**Task requirements:** Select, from the data, each line where "roads" occurs.
___ Extracted records
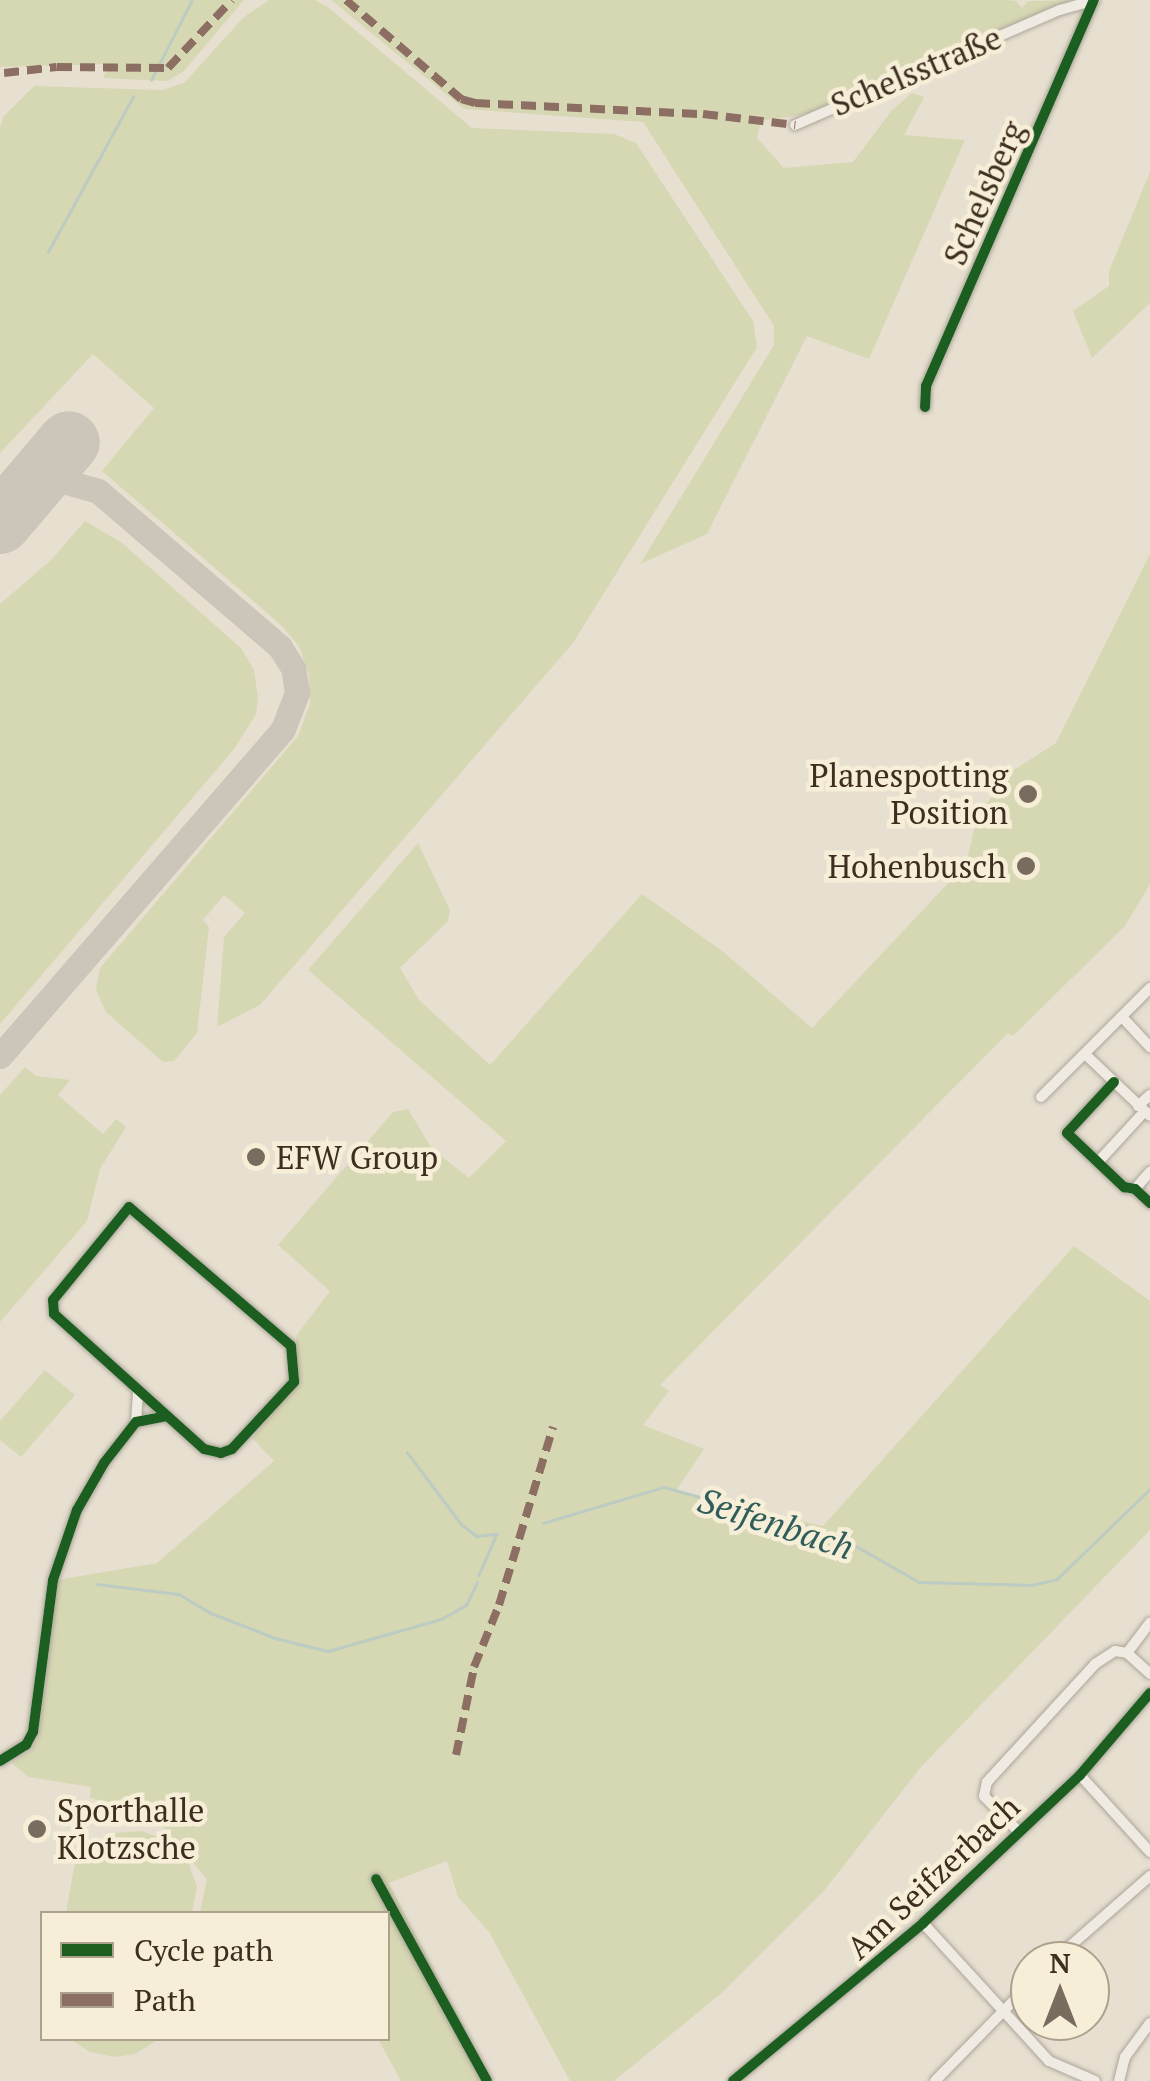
<!DOCTYPE html>
<html>
<head>
<meta charset="utf-8">
<style>
	body { margin:0 }
	#map { position:relative; width:1150px; height:2081px; overflow:hidden; background:#e7e0d1; font-family:"PT Serif",serif }
	div>[style] { position:absolute }
	[style*='--x'] { left:calc(var(--x)*1px); top:calc(var(--y)*1px); width:calc(var(--w)*1px); rotate:calc(var(--a)*1deg) }
	.green>* { inset:0; background:#d6d7b3 }
	.stream>* { height:2.5px; margin:-1.25px; padding:0 1.25px; transform-origin:1.25px; border-radius:1.25px; background:#bcccc2 }
	.taxiway>* { height:25px; margin:-12.5px; padding:0 12.5px; transform-origin:12.5px; border-radius:12.5px; background:#cbc5ba }
	.runway>* { height:62px; margin:-31px; padding:0 31px; transform-origin:31px; border-radius:31px; background:#cbc5ba }
	.roads { filter:drop-shadow(0 0 2px #ada599) drop-shadow(0 0 2px #ada599) }
	.street>* { height:10px; margin:-5px; padding:0 5px; transform-origin:5px; border-radius:5px; background:#efebe3 }
	.quiet>* { height:8px; margin-top:-4px; transform-origin:0; background:repeating-linear-gradient(90deg,#8d6e63 0 15px,transparent 0 23px) }
	.cycleway>* { height:10px; margin:-5px; padding:0 5px; transform-origin:5px; border-radius:5px; background:#1b5e20 }
	.dots>* { width:28px; height:28px; translate:-50% -50%; box-sizing:border-box; border:5px solid #f7eed8; border-radius:50% }
	span { translate:-50% -50%; white-space:nowrap; text-align:center; line-height:1.15; -webkit-text-stroke:9px #f7eed8; paint-order:stroke }
	.street-label { font-size:32px; color:#3d2e20 }
	.poi-label { font-size:32px; color:#3d2e20 }
	.right { translate:-100% -50%; text-align:right }
	.left { translate:0 -50%; text-align:left }
	.water-label { font-size:35px; color:#2f5d5a; font-style:italic }
	.legend { position:absolute; left:40px; top:1911px; width:350px; height:130px; box-sizing:border-box; background:#f7eed8; border:2px solid #ada18e; margin:0; padding:12px 18px; list-style:none; font-size:30px; color:#3d2e20 }
	.legend li { display:flex; align-items:center; gap:20px; height:50px }
	.legend b { width:50px; border:2px solid #ada18e }
	.north { position:absolute; left:1010px; top:1941px; width:100px; height:100px; box-sizing:border-box; background:#f7eed8; border:2px solid #ada18e; border-radius:50%; rotate:0deg; font-size:28px; font-weight:700; line-height:40px; text-align:center; color:#3d2e20 }
	.north::after { content:''; display:block; margin:auto; width:35px; height:45px; background:#786c5e; clip-path:polygon(50% 0,100% 100%,50% 72%,0 100%) }
</style>
</head>
<body>
<div id="map">
	<div class="green">
		<i style="clip-path:polygon(0 0,244px 0,183px 72px,167px 81px,103px 78px,109px 64px,0 67px)"></i>
		<i style="clip-path:polygon(269px 0,315px 0,329px 8px,472px 128px,614px 134px,636px 143px,753px 321px,757px 347px,573px 643px,260px 1005px,217px 1027px,224px 937px,245px 913px,224px 895px,203px 920px,209px 927px,197px 1033px,174px 1061px,163px 1062px,106px 1012px,96px 990px,100px 968px,298px 736px,310px 704px,309px 675px,299px 646px,281px 625px,102px 471px,154px 408px,93px 354px,0 453px,0 127px,4px 116px,34px 86px,162px 90px,184px 83px,244px 17px)"></i>
		<i style="clip-path:polygon(331px 0,1006px 0,1016px 1px,1022px 8px,1028px 1px,1083px 0,813px 113px,761px 121px,757px 138px,784px 168px,853px 162px,892px 110px,912px 93px,924px 97px,904px 135px,965px 140px,869px 359px,807px 336px,707px 534px,640px 564px,774px 345px,774px 326px,643px 122px,464px 109px)"></i>
		<i style="clip-path:polygon(1150px 172px,1150px 303px,1092px 358px,1073px 311px,1109px 286px,1109px 271px)"></i>
		<i style="clip-path:polygon(85px 521px,122px 543px,241px 648px,254px 670px,258px 698px,256px 714px,234px 749px,0 1024px,0 604px,50px 561px)"></i>
		<i style="clip-path:polygon(1150px 554px,1150px 884px,1125px 926px,1013px 1036px,1008px 1033px,660px 1385px,669px 1391px,643px 1425px,704px 1449px,676px 1491px,823px 1526px,1074px 1246px,1150px 1301px,1150px 1530px,921px 1767px,823px 1892px,723px 1992px,614px 2081px,570px 2081px,489px 1932px,458px 1897px,447px 1861px,389px 1883px,492px 2081px,401px 2081px,378px 2039px,388px 2038px,388px 1914px,200px 1913px,207px 1879px,148px 1810px,90px 1798px,91px 1787px,28px 1777px,12px 1763px,32px 1749px,39px 1736px,57px 1580px,157px 1563px,274px 1461px,252px 1438px,297px 1384px,296px 1336px,330px 1291px,278px 1245px,393px 1112px,408px 1109px,432px 1149px,469px 1178px,506px 1141px,308px 970px,418px 843px,450px 910px,448px 921px,400px 968px,419px 1000px,490px 1065px,642px 894px,721px 950px,812px 1028px,966px 864px,976px 822px,1003px 777px,1056px 743px)"></i>
		<i style="clip-path:polygon(25px 1067px,36px 1076px,70px 1080px,58px 1095px,103px 1134px,116px 1119px,126px 1127px,100px 1169px,87px 1221px,0 1322px,0 1095px)"></i>
		<i style="clip-path:polygon(45px 1370px,75px 1395px,21px 1457px,0 1440px,0 1421px)"></i>
		<i style="clip-path:polygon(141px 1831px,167px 1840px,188px 1862px,197px 1887px,192px 1913px,66px 1913px,74px 1867px,86px 1851px,115px 1833px)"></i>
		<i style="clip-path:polygon(70px 2039px,159px 2039px,135px 2054px,115px 2057px,90px 2052px)"></i>
	</div>
	<div class="stream">
		<i style="--x:151;--y:80;--w:90;--a:-62.9"></i>
		<i style="--x:48;--y:252;--w:177;--a:-61.3"></i>
		<i style="--x:407;--y:1452;--w:91;--a:53"></i>
		<i style="--x:462;--y:1525;--w:19;--a:36"></i>
		<i style="--x:477;--y:1536;--w:20;--a:-6"></i>
		<i style="--x:497;--y:1534;--w:45;--a:113.7"></i>
		<i style="--x:543;--y:1523;--w:126;--a:-16.6"></i>
		<i style="--x:664;--y:1487;--w:177;--a:15.4"></i>
		<i style="--x:835;--y:1534;--w:97;--a:29.7"></i>
		<i style="--x:919;--y:1582;--w:113;--a:1.5"></i>
		<i style="--x:1032;--y:1585;--w:26;--a:-13"></i>
		<i style="--x:1057;--y:1579;--w:129;--a:-44.1"></i>
		<i style="--x:97;--y:1584;--w:83;--a:7"></i>
		<i style="--x:179;--y:1594;--w:37;--a:31"></i>
		<i style="--x:211;--y:1613;--w:69;--a:21.3"></i>
		<i style="--x:275;--y:1638;--w:55;--a:13.8"></i>
		<i style="--x:328;--y:1651;--w:117;--a:-15.8"></i>
		<i style="--x:441;--y:1619;--w:29;--a:-29"></i>
		<i style="--x:466;--y:1605;--w:25;--a:-64"></i>
	</div>
	<div class="taxiway">
		<i style="--x:0;--y:1056;--w:432;--a:-49.1"></i>
		<i style="--x:283;--y:729;--w:40;--a:-69"></i>
		<i style="--x:297;--y:692;--w:24;--a:-99"></i>
		<i style="--x:293;--y:668;--w:25;--a:-122"></i>
		<i style="--x:280;--y:647;--w:240;--a:-139.4"></i>
		<i style="--x:98;--y:491;--w:37;--a:-164"></i>
		<i style="--x:62;--y:481;--w:26;--a:164"></i>
		<i style="--x:37;--y:488;--w:22;--a:144"></i>
	</div>
	<div class="runway">
		<i style="--x:0;--y:523;--w:106;--a:-49.6"></i>
	</div>
	<div class="roads">
		<div class="street">
			<i style="--x:795;--y:125;--w:289;--a:-23.5"></i>
			<i style="--x:1060;--y:10;--w:36;--a:-16"></i>
			<i style="--x:925;--y:407;--w:21;--a:-87"></i>
			<i style="--x:926;--y:386;--w:421;--a:-66.5"></i>
			<i style="--x:1123;--y:1018;--w:40;--a:47"></i>
			<i style="--x:1086;--y:1055;--w:88;--a:43.6"></i>
			<i style="--x:1114;--y:1082;--w:69;--a:132.7"></i>
			<i style="--x:1067;--y:1133;--w:79;--a:43.5"></i>
			<i style="--x:1124;--y:1187;--w:11;--a:10"></i>
			<i style="--x:1135;--y:1189;--w:21;--a:43"></i>
			<i style="--x:1041;--y:1097;--w:154;--a:-45"></i>
			<i style="--x:1138;--y:1106;--w:16;--a:-43"></i>
			<i style="--x:1099;--y:1161;--w:67;--a:-47.4"></i>
			<i style="--x:1135;--y:1189;--w:23;--a:-49"></i>
			<i style="--x:129;--y:1207;--w:213;--a:40.6"></i>
			<i style="--x:291;--y:1346;--w:36;--a:85"></i>
			<i style="--x:294;--y:1382;--w:91;--a:132.8"></i>
			<i style="--x:232;--y:1449;--w:12;--a:160"></i>
			<i style="--x:221;--y:1453;--w:17;--a:-167"></i>
			<i style="--x:204;--y:1449;--w:202;--a:-138"></i>
			<i style="--x:54;--y:1314;--w:14;--a:-94"></i>
			<i style="--x:53;--y:1300;--w:120;--a:-50.7"></i>
			<i style="--x:136;--y:1422;--w:31;--a:-86"></i>
			<i style="--x:1127;--y:1653;--w:38;--a:-53"></i>
			<i style="--x:0;--y:1761;--w:31;--a:-32"></i>
			<i style="--x:26;--y:1745;--w:15;--a:-62"></i>
			<i style="--x:33;--y:1732;--w:153;--a:-82.5"></i>
			<i style="--x:53;--y:1580;--w:74;--a:-71.1"></i>
			<i style="--x:77;--y:1510;--w:54;--a:-60.1"></i>
			<i style="--x:104;--y:1463;--w:52;--a:-52"></i>
			<i style="--x:136;--y:1422;--w:30;--a:-12"></i>
			<i style="--x:1080;--y:1775;--w:104;--a:47.7"></i>
			<i style="--x:1019;--y:1832;--w:50;--a:-134.2"></i>
			<i style="--x:984;--y:1796;--w:14;--a:-78"></i>
			<i style="--x:987;--y:1782;--w:160;--a:-47.5"></i>
			<i style="--x:1095;--y:1664;--w:24;--a:-33"></i>
			<i style="--x:1115;--y:1651;--w:12;--a:9"></i>
			<i style="--x:1127;--y:1653;--w:31;--a:42"></i>
			<i style="--x:376;--y:1879;--w:230;--a:61.2"></i>
			<i style="--x:923;--y:1923;--w:187;--a:47.6"></i>
			<i style="--x:1049;--y:2061;--w:50;--a:23.5"></i>
			<i style="--x:1053;--y:1961;--w:129;--a:-41.2"></i>
			<i style="--x:733;--y:2081;--w:247;--a:-39.7"></i>
			<i style="--x:923;--y:1923;--w:216;--a:-43.3"></i>
			<i style="--x:1080;--y:1775;--w:108;--a:-49.5"></i>
			<i style="--x:935;--y:2081;--w:136;--a:-45.6"></i>
			<i style="--x:1119;--y:2081;--w:25;--a:-76"></i>
			<i style="--x:1125;--y:2057;--w:42;--a:-53.7"></i>
		</div>
	</div>
	<div class="quiet">
		<i style="--x:346;--y:0;--w:152;--a:40.7"></i>
		<i style="--x:461;--y:99;--w:15;--a:16"></i>
		<i style="--x:475;--y:103;--w:228;--a:2.8"></i>
		<i style="--x:703;--y:114;--w:93;--a:6.8"></i>
		<i style="--x:4;--y:73;--w:53;--a:-6.5"></i>
		<i style="--x:57;--y:67;--w:111;--a:0.5"></i>
		<i style="--x:168;--y:68;--w:93;--a:-46.7"></i>
		<i style="--x:456;--y:1755;--w:90;--a:-78.4"></i>
		<i style="--x:474;--y:1667;--w:67;--a:-68"></i>
		<i style="--x:499;--y:1605;--w:186;--a:-73.1"></i>
	</div>
	<div class="cycleway">
		<i style="--x:925;--y:407;--w:21;--a:-87"></i>
		<i style="--x:926;--y:386;--w:421;--a:-66.5"></i>
		<i style="--x:1114;--y:1082;--w:69;--a:132.7"></i>
		<i style="--x:1067;--y:1133;--w:79;--a:43.5"></i>
		<i style="--x:1124;--y:1187;--w:11;--a:10"></i>
		<i style="--x:1135;--y:1189;--w:21;--a:43"></i>
		<i style="--x:129;--y:1207;--w:213;--a:40.6"></i>
		<i style="--x:291;--y:1346;--w:36;--a:85"></i>
		<i style="--x:294;--y:1382;--w:91;--a:132.8"></i>
		<i style="--x:232;--y:1449;--w:12;--a:160"></i>
		<i style="--x:221;--y:1453;--w:17;--a:-167"></i>
		<i style="--x:204;--y:1449;--w:202;--a:-138"></i>
		<i style="--x:54;--y:1314;--w:14;--a:-94"></i>
		<i style="--x:53;--y:1300;--w:120;--a:-50.7"></i>
		<i style="--x:0;--y:1761;--w:31;--a:-32"></i>
		<i style="--x:26;--y:1745;--w:15;--a:-62"></i>
		<i style="--x:33;--y:1732;--w:153;--a:-82.5"></i>
		<i style="--x:53;--y:1580;--w:74;--a:-71.1"></i>
		<i style="--x:77;--y:1510;--w:54;--a:-60.1"></i>
		<i style="--x:104;--y:1463;--w:52;--a:-52"></i>
		<i style="--x:136;--y:1422;--w:31;--a:-11"></i>
		<i style="--x:376;--y:1879;--w:230;--a:61.2"></i>
		<i style="--x:733;--y:2081;--w:247;--a:-39.7"></i>
		<i style="--x:923;--y:1923;--w:216;--a:-43.3"></i>
		<i style="--x:1080;--y:1775;--w:108;--a:-49.5"></i>
	</div>
	<div class="dots">
		<i style="left:1028px;top:794px;background:#786c5e"></i>
		<i style="left:1026px;top:866px;background:#786c5e"></i>
		<i style="left:256px;top:1157px;background:#786c5e"></i>
		<i style="left:37px;top:1829px;background:#786c5e"></i>
	</div>
	<div class="street-label">
		<span style="left:916px;top:71px;rotate:-23deg">Schelsstraße</span>
		<span style="left:984px;top:193px;rotate:-66deg">Schelsberg</span>
		<span style="left:933px;top:1877px;rotate:-43deg">Am Seifzerbach</span>
	</div>
	<div class="poi-label">
		<span class="right" style="left:1008px;top:794px">Planespotting<br>Position</span>
		<span class="right" style="left:1006px;top:866px">Hohenbusch</span>
		<span class="left" style="left:276px;top:1157px">EFW Group</span>
		<span class="left" style="left:57px;top:1829px">Sporthalle<br>Klotzsche</span>
	</div>
	<div class="water-label">
		<span style="left:776px;top:1523px;rotate:18deg">Seifenbach</span>
	</div>
	<ul class="legend">
	<li><b style="height:12px;background:#1b5e20"></b>Cycle path</li>
	<li><b style="height:12px;background:#8d6e63"></b>Path</li>
	</ul>
	<div class="north">N</div>
</div>
</body>
</html>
______
**Solution:**
	.roads { filter:drop-shadow(0 0 2px #ada599) drop-shadow(0 0 2px #ada599) }
	<div class="roads">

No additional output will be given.